July arrives with a re-opened coffee house and a new ride group
July 1 opened under cloudy skies, thus making temperatures a little cooler for six cyclists who rode in North Central San Antonio Cycling's first ride from the re-opened La Taza Java Coffee House. The ride route began at La Taza Java located on Brook Hollow and turned around at I-410. The 15.8-mile (25-km) ride took an hour and 50 minutes to complete. Ride leader Rob Baker was La Taza Java's first customer as he bought a fresh, dark brew at approximately 7:30 a.m. "Nothing can beat a great cup of joe prior to an early morning ride," said Baker.
The riders rode out at 8:02 a.m. and returned at 9:55 a.m. By then, the coffee house was bustling with customers, many of whom were customers of the original coffee house that opened in May 2007 under the ownership of Judy Handley. Over its duration, it served as a starting point for road and mountain bike rides that led riders to McAllister Park and beyond and to the streets of Hill Country Village and Hollywood Park, two bergs that are located along U. S. 281 in the north-central sector of San Antonio.
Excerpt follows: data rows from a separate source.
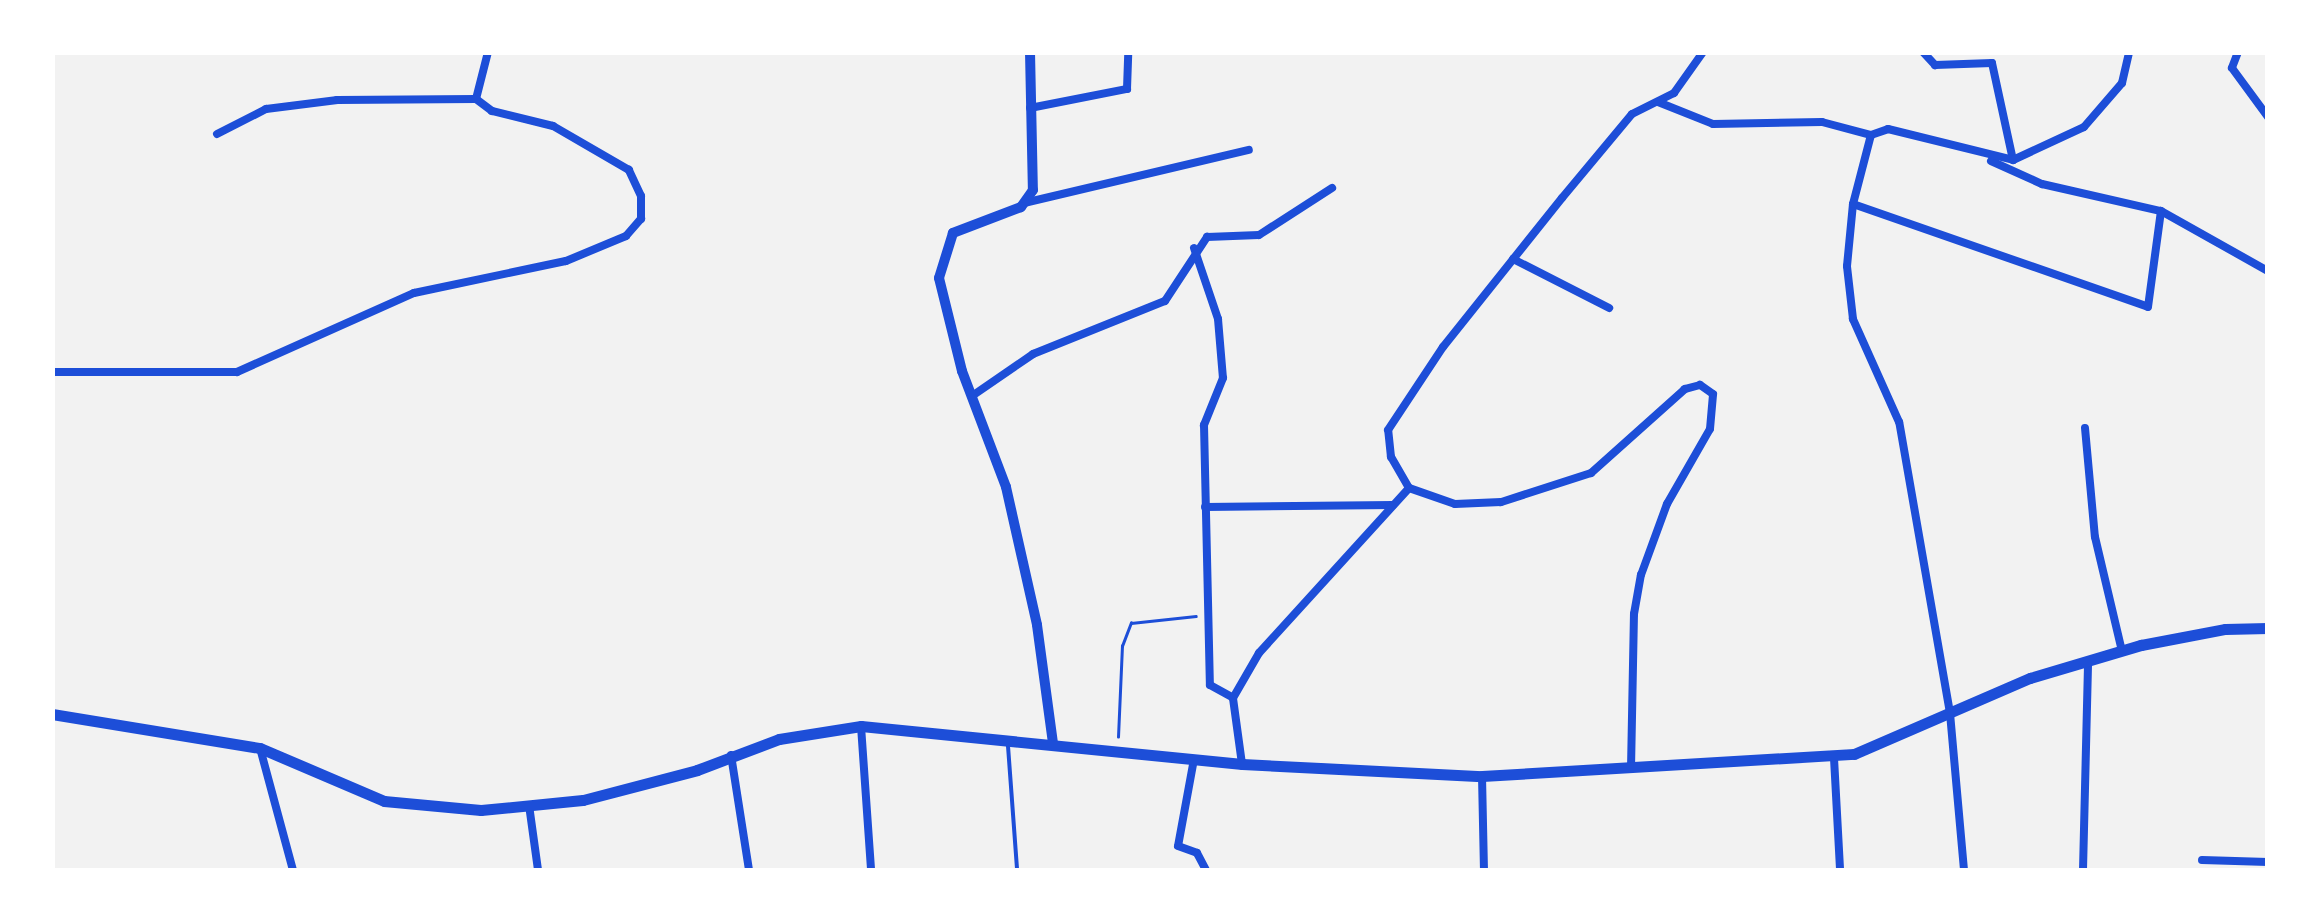 <!DOCTYPE html>
<style>
body{margin:0}
#map{position:relative;width:2320px;height:923px;overflow:hidden;background:#f2f2f2;font-family:"Space Grotesk",sans-serif}
div>[style]{position:absolute}
[style*='--x']{left:calc(var(--x)*1px);top:calc(var(--y)*1px);width:calc(var(--w)*1px);rotate:calc(var(--a)*1deg)}
.path>*{height:2.5px;margin:-1.25px;padding:0 1.25px;transform-origin:1.25px;border-radius:1.25px;background:#1d4ed8}
.service>*{height:4px;margin:-2px;padding:0 2px;transform-origin:2px;border-radius:2px;background:#1d4ed8}
.minor>*{height:8px;margin:-4px;padding:0 4px;transform-origin:4px;border-radius:4px;background:#1d4ed8}
.tertiary>*{height:10px;margin:-5px;padding:0 5px;transform-origin:5px;border-radius:5px;background:#1d4ed8}
.secondary>*{height:11px;margin:-5.5px;padding:0 5.5px;transform-origin:5.5px;border-radius:5.5px;background:#1d4ed8}
span{translate:-50% -50%;white-space:nowrap;text-align:center;line-height:1.15;-webkit-text-stroke:10px #fff;paint-order:stroke}
.frame{position:absolute;inset:0;border:55px solid #fff;pointer-events:none}
</style>
<div id="map">
<div class="path">
<div style="--x:1118;--y:737;--w:91;--a:-87.5"></div>
<div style="--x:1122;--y:646;--w:25;--a:-69"></div>
<div style="--x:1131;--y:623;--w:65;--a:-6.1"></div>
</div>
<div class="service">
<div style="--x:1008;--y:746;--w:124;--a:85.8"></div>
</div>
<div class="minor">
<div style="--x:1923;--y:52;--w:18;--a:47"></div>
<div style="--x:1935;--y:65;--w:57;--a:-2"></div>
<div style="--x:1992;--y:63;--w:99;--a:77.8"></div>
<div style="--x:2238;--y:52;--w:17;--a:111"></div>
<div style="--x:2232;--y:68;--w:61;--a:53.7"></div>
<div style="--x:1658;--y:102;--w:59;--a:21.8"></div>
<div style="--x:1713;--y:124;--w:109;--a:-1.1"></div>
<div style="--x:1822;--y:122;--w:51;--a:14.9"></div>
<div style="--x:1030;--y:108;--w:99;--a:-11.1"></div>
<div style="--x:1127;--y:89;--w:37;--a:-88"></div>
<div style="--x:217;--y:134;--w:55;--a:-27"></div>
<div style="--x:266;--y:109;--w:72;--a:-7.2"></div>
<div style="--x:337;--y:100;--w:139;--a:-0.4"></div>
<div style="--x:1991;--y:161;--w:56;--a:24.3"></div>
<div style="--x:2042;--y:184;--w:122;--a:12.8"></div>
<div style="--x:2161;--y:211;--w:123;--a:29.3"></div>
<div style="--x:1024;--y:203;--w:231;--a:-13.3"></div>
<div style="--x:1853;--y:204;--w:312;--a:19.2"></div>
<div style="--x:2148;--y:307;--w:97;--a:-82.3"></div>
<div style="--x:1194;--y:248;--w:75;--a:71.3"></div>
<div style="--x:1218;--y:319;--w:59;--a:85.2"></div>
<div style="--x:1223;--y:378;--w:51;--a:112"></div>
<div style="--x:1204;--y:425;--w:260;--a:88.7"></div>
<div style="--x:1210;--y:685;--w:26;--a:29"></div>
<div style="--x:1513;--y:259;--w:108;--a:27"></div>
<div style="--x:52;--y:372;--w:185;--a:0"></div>
<div style="--x:237;--y:372;--w:194;--a:-24.1"></div>
<div style="--x:414;--y:293;--w:155;--a:-11.9"></div>
<div style="--x:566;--y:261;--w:65;--a:-22.6"></div>
<div style="--x:626;--y:236;--w:23;--a:-49"></div>
<div style="--x:641;--y:219;--w:23;--a:-90"></div>
<div style="--x:641;--y:196;--w:29;--a:-115"></div>
<div style="--x:629;--y:170;--w:88;--a:-149.9"></div>
<div style="--x:553;--y:126;--w:63;--a:-166.2"></div>
<div style="--x:492;--y:111;--w:20;--a:-143"></div>
<div style="--x:476;--y:99;--w:49;--a:-75.7"></div>
<div style="--x:972;--y:396;--w:74;--a:-34.5"></div>
<div style="--x:1033;--y:354;--w:142;--a:-21.9"></div>
<div style="--x:1165;--y:301;--w:77;--a:-56.7"></div>
<div style="--x:1207;--y:237;--w:52;--a:-2.2"></div>
<div style="--x:1259;--y:235;--w:87;--a:-32.8"></div>
<div style="--x:2085;--y:428;--w:109;--a:84.8"></div>
<div style="--x:2095;--y:537;--w:117;--a:76.7"></div>
<div style="--x:1205;--y:507;--w:188;--a:-0.6"></div>
<div style="--x:861;--y:726;--w:144;--a:86"></div>
<div style="--x:260;--y:748;--w:126;--a:74.9"></div>
<div style="--x:731;--y:755;--w:116;--a:81.1"></div>
<div style="--x:1834;--y:758;--w:112;--a:86.9"></div>
<div style="--x:1194;--y:759;--w:88;--a:100.4"></div>
<div style="--x:1178;--y:846;--w:20;--a:20"></div>
<div style="--x:1197;--y:853;--w:19;--a:62"></div>
<div style="--x:1242;--y:764;--w:67;--a:-97.8"></div>
<div style="--x:1233;--y:698;--w:52;--a:-60"></div>
<div style="--x:1259;--y:653;--w:223;--a:-47.7"></div>
<div style="--x:1631;--y:769;--w:155;--a:-88.9"></div>
<div style="--x:1634;--y:614;--w:40;--a:-80"></div>
<div style="--x:1641;--y:575;--w:76;--a:-69.9"></div>
<div style="--x:1667;--y:504;--w:86;--a:-60.2"></div>
<div style="--x:1710;--y:429;--w:35;--a:-85"></div>
<div style="--x:1713;--y:394;--w:16;--a:-145"></div>
<div style="--x:1700;--y:385;--w:16;--a:165"></div>
<div style="--x:1685;--y:389;--w:126;--a:138.2"></div>
<div style="--x:1591;--y:473;--w:95;--a:162.1"></div>
<div style="--x:1501;--y:502;--w:46;--a:177.5"></div>
<div style="--x:1455;--y:504;--w:49;--a:-160.8"></div>
<div style="--x:1409;--y:488;--w:36;--a:-120"></div>
<div style="--x:1391;--y:457;--w:27;--a:-96"></div>
<div style="--x:1388;--y:430;--w:100;--a:-56.5"></div>
<div style="--x:1443;--y:347;--w:191;--a:-51.4"></div>
<div style="--x:1562;--y:198;--w:109;--a:-50.2"></div>
<div style="--x:1632;--y:114;--w:47;--a:-26.6"></div>
<div style="--x:1674;--y:93;--w:50;--a:-54.7"></div>
<div style="--x:1482;--y:776;--w:94;--a:88.8"></div>
<div style="--x:529;--y:805;--w:66;--a:82.1"></div>
<div style="--x:2202;--y:860;--w:66;--a:1.7"></div>
<div style="--x:1964;--y:870;--w:158;--a:-95.1"></div>
<div style="--x:1950;--y:713;--w:295;--a:-99.9"></div>
<div style="--x:1899;--y:422;--w:113;--a:-114.1"></div>
<div style="--x:1853;--y:319;--w:53;--a:-96.5"></div>
<div style="--x:1847;--y:266;--w:62;--a:-84.5"></div>
<div style="--x:1853;--y:204;--w:71;--a:-75.4"></div>
<div style="--x:1871;--y:135;--w:18;--a:-19"></div>
<div style="--x:1888;--y:129;--w:129;--a:13.9"></div>
<div style="--x:2013;--y:160;--w:78;--a:-24.9"></div>
<div style="--x:2084;--y:127;--w:58;--a:-49.2"></div>
<div style="--x:2122;--y:83;--w:32;--a:-77"></div>
<div style="--x:2083;--y:870;--w:209;--a:-88.6"></div>
</div>
<div class="tertiary">
<div style="--x:1030;--y:52;--w:138;--a:88.8"></div>
<div style="--x:1033;--y:190;--w:21;--a:125"></div>
<div style="--x:1021;--y:207;--w:73;--a:159.1"></div>
<div style="--x:953;--y:233;--w:47;--a:107.3"></div>
<div style="--x:939;--y:278;--w:96;--a:76.1"></div>
<div style="--x:962;--y:371;--w:124;--a:69.2"></div>
<div style="--x:1006;--y:487;--w:141;--a:77.3"></div>
<div style="--x:1037;--y:625;--w:120;--a:82.3"></div>
</div>
<div class="secondary">
<div style="--x:52;--y:714;--w:211;--a:9.3"></div>
<div style="--x:260;--y:748;--w:135;--a:23.1"></div>
<div style="--x:384;--y:801;--w:97;--a:5.3"></div>
<div style="--x:481;--y:810;--w:102;--a:-5.6"></div>
<div style="--x:583;--y:800;--w:118;--a:-14.7"></div>
<div style="--x:697;--y:770;--w:88;--a:-20.7"></div>
<div style="--x:779;--y:739;--w:83;--a:-9"></div>
<div style="--x:861;--y:726;--w:383;--a:5.7"></div>
<div style="--x:1242;--y:764;--w:240;--a:2.9"></div>
<div style="--x:1482;--y:776;--w:373;--a:-3.4"></div>
<div style="--x:1854;--y:754;--w:192;--a:-23.4"></div>
<div style="--x:2030;--y:678;--w:116;--a:-16.6"></div>
<div style="--x:2141;--y:645;--w:86;--a:-10.8"></div>
<div style="--x:2225;--y:629;--w:43;--a:-1.3"></div>
</div>
<div class="frame"></div>
</div>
Local cyclists are looking forward to meeting at the coffee shop under the new ownership of Corrina Perez. The venue now named "La Taza Java Coffee House" received a makeover—new blinds, new furniture, and new menu that includes cold brew. The coffee roaster is Katz of Houston. The centerpiece is a Faema barista machine, manufactured in Binasco, Milano, Italy. During the 1960s, Faema sponsored a cycling team that included riders who competed in Le Tour de France.
La Taza Java Coffee Shop—SRR file photo
There has been a known correlation between cycling and consumption of coffee. Caffeine, a crystalline xanthine alkaloid, is a performance-enhancing drug that’s no longer prohibited by the World Anti-Doping Agency. The idea of serving up java at a ride venue is no secret. In Alamo Heights, Bike World and Local Coffee share the same venue—even with a wide opening that connects the bike shop and the coffee shop. In 2012, the Art of Java operated from the location of Thousand Oaks and U. S. 281 and served as a meeting place for cyclists. It closed in early 2013.
By 2021, the city Parks and Recreation has its sights set on building the Lorence Creek Greenway that will run from McAllister Park to Virgil T. Blossom Park on Heimer Road. McAllister Park is connected to the Salado Creek Greenway. The Blossom trailhead will be two blocks from La Taza. It only suggests that it is a matter of time that cycling in the Brook Hollow / Heimer Road area will continue to be on the rise as the case has been in other parts of the city following the additions of greenways and trailheads.